Go through the entries and write each one out again unchanged.

[Stored data]
Segment Open

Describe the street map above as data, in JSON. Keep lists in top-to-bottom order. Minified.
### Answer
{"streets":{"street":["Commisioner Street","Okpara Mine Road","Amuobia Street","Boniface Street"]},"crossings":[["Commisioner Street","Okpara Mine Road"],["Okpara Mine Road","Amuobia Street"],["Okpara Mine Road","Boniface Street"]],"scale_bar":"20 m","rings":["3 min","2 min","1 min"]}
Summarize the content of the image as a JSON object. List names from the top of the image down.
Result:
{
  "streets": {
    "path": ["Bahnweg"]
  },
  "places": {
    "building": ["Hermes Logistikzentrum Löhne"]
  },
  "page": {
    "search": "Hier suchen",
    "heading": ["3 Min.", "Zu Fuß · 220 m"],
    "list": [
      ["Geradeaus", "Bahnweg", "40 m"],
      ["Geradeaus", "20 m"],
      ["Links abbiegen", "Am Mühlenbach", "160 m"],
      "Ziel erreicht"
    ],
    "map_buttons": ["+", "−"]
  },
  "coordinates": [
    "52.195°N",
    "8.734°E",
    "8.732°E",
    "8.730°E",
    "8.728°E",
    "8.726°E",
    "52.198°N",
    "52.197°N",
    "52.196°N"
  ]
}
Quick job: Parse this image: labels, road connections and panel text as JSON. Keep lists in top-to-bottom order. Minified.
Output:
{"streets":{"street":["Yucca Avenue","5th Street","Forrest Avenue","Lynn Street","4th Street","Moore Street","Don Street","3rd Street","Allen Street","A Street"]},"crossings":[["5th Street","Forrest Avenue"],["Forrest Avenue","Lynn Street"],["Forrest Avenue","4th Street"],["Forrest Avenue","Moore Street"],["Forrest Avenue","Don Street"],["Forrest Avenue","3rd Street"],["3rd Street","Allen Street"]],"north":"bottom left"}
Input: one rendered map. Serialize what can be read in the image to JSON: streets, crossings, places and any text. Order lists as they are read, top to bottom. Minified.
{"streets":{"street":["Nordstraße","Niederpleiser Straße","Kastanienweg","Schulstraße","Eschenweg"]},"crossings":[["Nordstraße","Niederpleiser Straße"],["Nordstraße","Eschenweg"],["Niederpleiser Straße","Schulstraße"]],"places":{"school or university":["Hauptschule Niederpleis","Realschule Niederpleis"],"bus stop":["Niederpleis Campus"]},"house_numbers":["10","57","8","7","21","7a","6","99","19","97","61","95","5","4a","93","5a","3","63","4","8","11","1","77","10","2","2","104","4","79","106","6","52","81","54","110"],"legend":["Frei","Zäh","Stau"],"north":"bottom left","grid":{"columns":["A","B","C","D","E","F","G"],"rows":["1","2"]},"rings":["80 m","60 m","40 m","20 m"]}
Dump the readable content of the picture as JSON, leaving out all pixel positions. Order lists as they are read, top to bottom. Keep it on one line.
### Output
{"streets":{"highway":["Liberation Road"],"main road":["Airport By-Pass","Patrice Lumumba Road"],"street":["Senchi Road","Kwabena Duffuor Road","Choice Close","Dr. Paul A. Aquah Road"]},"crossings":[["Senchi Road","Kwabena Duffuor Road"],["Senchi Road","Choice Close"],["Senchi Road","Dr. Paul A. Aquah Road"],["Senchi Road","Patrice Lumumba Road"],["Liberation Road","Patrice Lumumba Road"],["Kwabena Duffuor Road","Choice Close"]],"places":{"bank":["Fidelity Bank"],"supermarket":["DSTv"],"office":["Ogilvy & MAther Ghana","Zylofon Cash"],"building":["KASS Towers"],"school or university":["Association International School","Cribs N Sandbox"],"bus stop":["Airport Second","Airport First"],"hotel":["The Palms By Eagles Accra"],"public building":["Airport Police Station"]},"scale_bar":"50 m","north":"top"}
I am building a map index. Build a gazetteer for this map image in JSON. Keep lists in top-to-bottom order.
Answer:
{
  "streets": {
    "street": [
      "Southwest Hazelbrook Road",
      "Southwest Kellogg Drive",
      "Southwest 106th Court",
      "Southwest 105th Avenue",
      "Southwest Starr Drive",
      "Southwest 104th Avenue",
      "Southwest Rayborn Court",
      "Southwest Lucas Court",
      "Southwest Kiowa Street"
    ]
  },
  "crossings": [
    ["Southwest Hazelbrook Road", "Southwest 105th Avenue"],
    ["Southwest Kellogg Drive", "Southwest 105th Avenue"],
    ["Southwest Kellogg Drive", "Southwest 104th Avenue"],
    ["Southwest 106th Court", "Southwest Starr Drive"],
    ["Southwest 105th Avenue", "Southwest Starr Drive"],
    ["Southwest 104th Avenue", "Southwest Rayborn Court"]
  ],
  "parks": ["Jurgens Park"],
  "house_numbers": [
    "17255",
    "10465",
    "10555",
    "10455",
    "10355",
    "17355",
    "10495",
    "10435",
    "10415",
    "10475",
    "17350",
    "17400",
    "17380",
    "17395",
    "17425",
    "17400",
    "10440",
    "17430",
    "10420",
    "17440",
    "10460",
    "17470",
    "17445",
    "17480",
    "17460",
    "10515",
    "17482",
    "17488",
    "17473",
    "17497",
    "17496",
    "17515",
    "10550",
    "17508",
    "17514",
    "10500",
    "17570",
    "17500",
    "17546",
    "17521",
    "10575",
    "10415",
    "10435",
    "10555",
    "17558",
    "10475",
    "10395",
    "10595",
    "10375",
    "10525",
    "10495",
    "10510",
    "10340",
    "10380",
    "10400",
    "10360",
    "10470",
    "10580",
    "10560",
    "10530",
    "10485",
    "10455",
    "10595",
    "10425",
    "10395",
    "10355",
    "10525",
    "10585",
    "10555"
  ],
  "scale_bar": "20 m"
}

Segment Closed

#### Response to the task:
Describe the street map above as data, in JSON. Keep lists in top-to-bottom order. Minified.
### Answer
{"streets":{"street":["Commisioner Street","Okpara Mine Road","Amuobia Street","Boniface Street"]},"crossings":[["Commisioner Street","Okpara Mine Road"],["Okpara Mine Road","Amuobia Street"],["Okpara Mine Road","Boniface Street"]],"scale_bar":"20 m","rings":["3 min","2 min","1 min"]}
Summarize the content of the image as a JSON object. List names from the top of the image down.
Result:
{
  "streets": {
    "path": ["Bahnweg"]
  },
  "places": {
    "building": ["Hermes Logistikzentrum Löhne"]
  },
  "page": {
    "search": "Hier suchen",
    "heading": ["3 Min.", "Zu Fuß · 220 m"],
    "list": [
      ["Geradeaus", "Bahnweg", "40 m"],
      ["Geradeaus", "20 m"],
      ["Links abbiegen", "Am Mühlenbach", "160 m"],
      "Ziel erreicht"
    ],
    "map_buttons": ["+", "−"]
  },
  "coordinates": [
    "52.195°N",
    "8.734°E",
    "8.732°E",
    "8.730°E",
    "8.728°E",
    "8.726°E",
    "52.198°N",
    "52.197°N",
    "52.196°N"
  ]
}
Quick job: Parse this image: labels, road connections and panel text as JSON. Keep lists in top-to-bottom order. Minified.
Output:
{"streets":{"street":["Yucca Avenue","5th Street","Forrest Avenue","Lynn Street","4th Street","Moore Street","Don Street","3rd Street","Allen Street","A Street"]},"crossings":[["5th Street","Forrest Avenue"],["Forrest Avenue","Lynn Street"],["Forrest Avenue","4th Street"],["Forrest Avenue","Moore Street"],["Forrest Avenue","Don Street"],["Forrest Avenue","3rd Street"],["3rd Street","Allen Street"]],"north":"bottom left"}
Input: one rendered map. Serialize what can be read in the image to JSON: streets, crossings, places and any text. Order lists as they are read, top to bottom. Minified.
{"streets":{"street":["Nordstraße","Niederpleiser Straße","Kastanienweg","Schulstraße","Eschenweg"]},"crossings":[["Nordstraße","Niederpleiser Straße"],["Nordstraße","Eschenweg"],["Niederpleiser Straße","Schulstraße"]],"places":{"school or university":["Hauptschule Niederpleis","Realschule Niederpleis"],"bus stop":["Niederpleis Campus"]},"house_numbers":["10","57","8","7","21","7a","6","99","19","97","61","95","5","4a","93","5a","3","63","4","8","11","1","77","10","2","2","104","4","79","106","6","52","81","54","110"],"legend":["Frei","Zäh","Stau"],"north":"bottom left","grid":{"columns":["A","B","C","D","E","F","G"],"rows":["1","2"]},"rings":["80 m","60 m","40 m","20 m"]}
Dump the readable content of the picture as JSON, leaving out all pixel positions. Order lists as they are read, top to bottom. Keep it on one line.
### Output
{"streets":{"highway":["Liberation Road"],"main road":["Airport By-Pass","Patrice Lumumba Road"],"street":["Senchi Road","Kwabena Duffuor Road","Choice Close","Dr. Paul A. Aquah Road"]},"crossings":[["Senchi Road","Kwabena Duffuor Road"],["Senchi Road","Choice Close"],["Senchi Road","Dr. Paul A. Aquah Road"],["Senchi Road","Patrice Lumumba Road"],["Liberation Road","Patrice Lumumba Road"],["Kwabena Duffuor Road","Choice Close"]],"places":{"bank":["Fidelity Bank"],"supermarket":["DSTv"],"office":["Ogilvy & MAther Ghana","Zylofon Cash"],"building":["KASS Towers"],"school or university":["Association International School","Cribs N Sandbox"],"bus stop":["Airport Second","Airport First"],"hotel":["The Palms By Eagles Accra"],"public building":["Airport Police Station"]},"scale_bar":"50 m","north":"top"}
I am building a map index. Build a gazetteer for this map image in JSON. Keep lists in top-to-bottom order.
Answer:
{
  "streets": {
    "street": [
      "Southwest Hazelbrook Road",
      "Southwest Kellogg Drive",
      "Southwest 106th Court",
      "Southwest 105th Avenue",
      "Southwest Starr Drive",
      "Southwest 104th Avenue",
      "Southwest Rayborn Court",
      "Southwest Lucas Court",
      "Southwest Kiowa Street"
    ]
  },
  "crossings": [
    ["Southwest Hazelbrook Road", "Southwest 105th Avenue"],
    ["Southwest Kellogg Drive", "Southwest 105th Avenue"],
    ["Southwest Kellogg Drive", "Southwest 104th Avenue"],
    ["Southwest 106th Court", "Southwest Starr Drive"],
    ["Southwest 105th Avenue", "Southwest Starr Drive"],
    ["Southwest 104th Avenue", "Southwest Rayborn Court"]
  ],
  "parks": ["Jurgens Park"],
  "house_numbers": [
    "17255",
    "10465",
    "10555",
    "10455",
    "10355",
    "17355",
    "10495",
    "10435",
    "10415",
    "10475",
    "17350",
    "17400",
    "17380",
    "17395",
    "17425",
    "17400",
    "10440",
    "17430",
    "10420",
    "17440",
    "10460",
    "17470",
    "17445",
    "17480",
    "17460",
    "10515",
    "17482",
    "17488",
    "17473",
    "17497",
    "17496",
    "17515",
    "10550",
    "17508",
    "17514",
    "10500",
    "17570",
    "17500",
    "17546",
    "17521",
    "10575",
    "10415",
    "10435",
    "10555",
    "17558",
    "10475",
    "10395",
    "10595",
    "10375",
    "10525",
    "10495",
    "10510",
    "10340",
    "10380",
    "10400",
    "10360",
    "10470",
    "10580",
    "10560",
    "10530",
    "10485",
    "10455",
    "10595",
    "10425",
    "10395",
    "10355",
    "10525",
    "10585",
    "10555"
  ],
  "scale_bar": "20 m"
}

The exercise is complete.